GNU Emacs

25.2 Sentences

The Emacs commands for manipulating sentences and paragraphs are mostly on Meta keys, like the word-handling commands.


Move back to the beginning of the sentence ( backward-sentence).


Move forward to the end of the sentence ( forward-sentence).


Kill forward to the end of the sentence ( kill-sentence).


Kill back to the beginning of the sentence ( backward-kill-sentence).

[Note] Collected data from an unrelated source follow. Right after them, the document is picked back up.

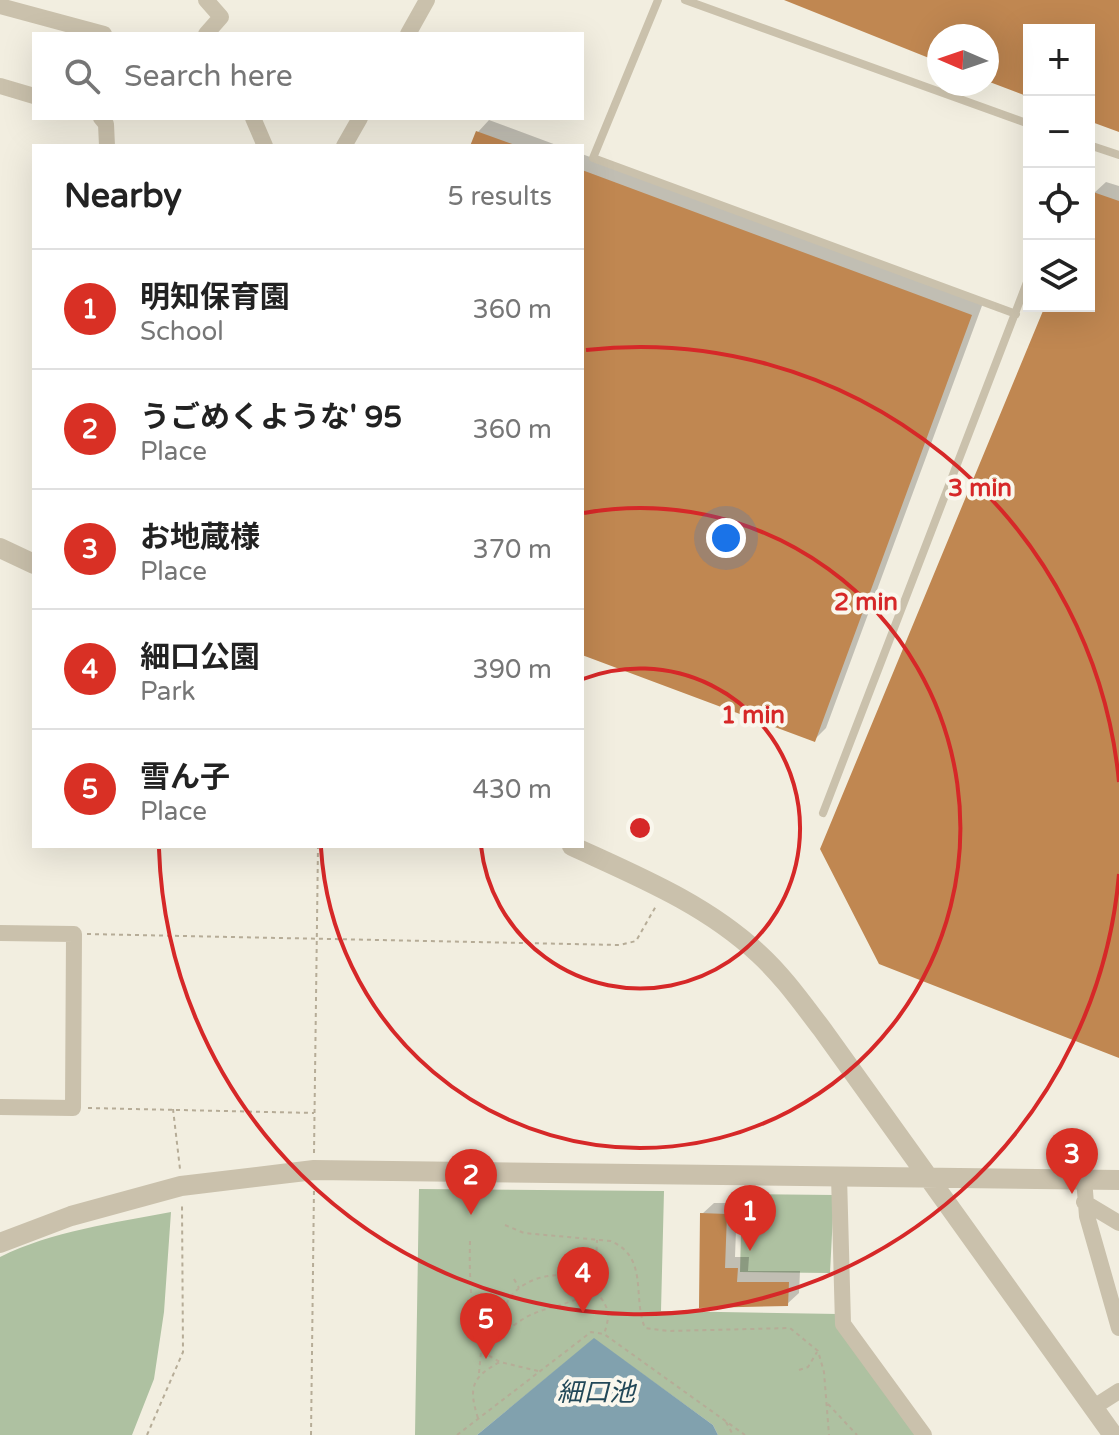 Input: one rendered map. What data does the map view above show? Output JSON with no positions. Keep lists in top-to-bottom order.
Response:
{
  "water": ["細口池"],
  "north": "left",
  "page": {
    "map_buttons": ["+", "−"],
    "search": "Search here",
    "heading": ["Nearby", "5 results"],
    "list": [
      {
        "mark": "1",
        "name": "明知保育園",
        "note": "School",
        "value": "360 m"
      },
      {
        "mark": "2",
        "name": "うごめくような' 95",
        "note": "Place",
        "value": "360 m"
      },
      {
        "mark": "3",
        "name": "お地蔵様",
        "note": "Place",
        "value": "370 m"
      },
      {
        "mark": "4",
        "name": "細口公園",
        "note": "Park",
        "value": "390 m"
      },
      {
        "mark": "5",
        "name": "雪ん子",
        "note": "Place",
        "value": "430 m"
      }
    ],
    "pins": [
      "3",
      "2",
      "1",
      "4",
      "5"
    ]
  },
  "rings": ["3 min", "2 min", "1 min"]
}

The commands M-a ( backward-sentence) and M-e ( forward-sentence) move to the beginning and end of the current sentence, respectively. Their bindings were chosen to resemble C-a and C-e, which move to the beginning and end of a line. Unlike them, M-a and M-e move over successive sentences if repeated.

Moving backward over a sentence places point just before the first character of the sentence; moving forward places point right after the punctuation that ends the sentence. Neither one moves over the whitespace at the sentence boundary.

Just as C-a and C-e have a kill command, C-k, to go with them, M-a and M-e have a corresponding kill command: M-k ( kill-sentence) kills from point to the end of the sentence. With a positive numeric argument n, it kills the next n sentences; with a negative argument -n, it kills back to the beginning of the nth preceding sentence.

The C-x DEL ( backward-kill-sentence) kills back to the beginning of a sentence.

The sentence commands assume that you follow the American typist’s convention of putting two spaces at the end of a sentence. That is, a sentence ends wherever there is a ‘ .’, ‘ ?’ or ‘ !’ followed by the end of a line or two spaces, with any number of ‘ )’, ‘ ]’, ‘ '’, or ‘ "’ characters allowed in between. A sentence also begins or ends wherever a paragraph begins or ends. It is useful to follow this convention, because it allows the Emacs sentence commands to distinguish between periods that end a sentence and periods that indicate abbreviations.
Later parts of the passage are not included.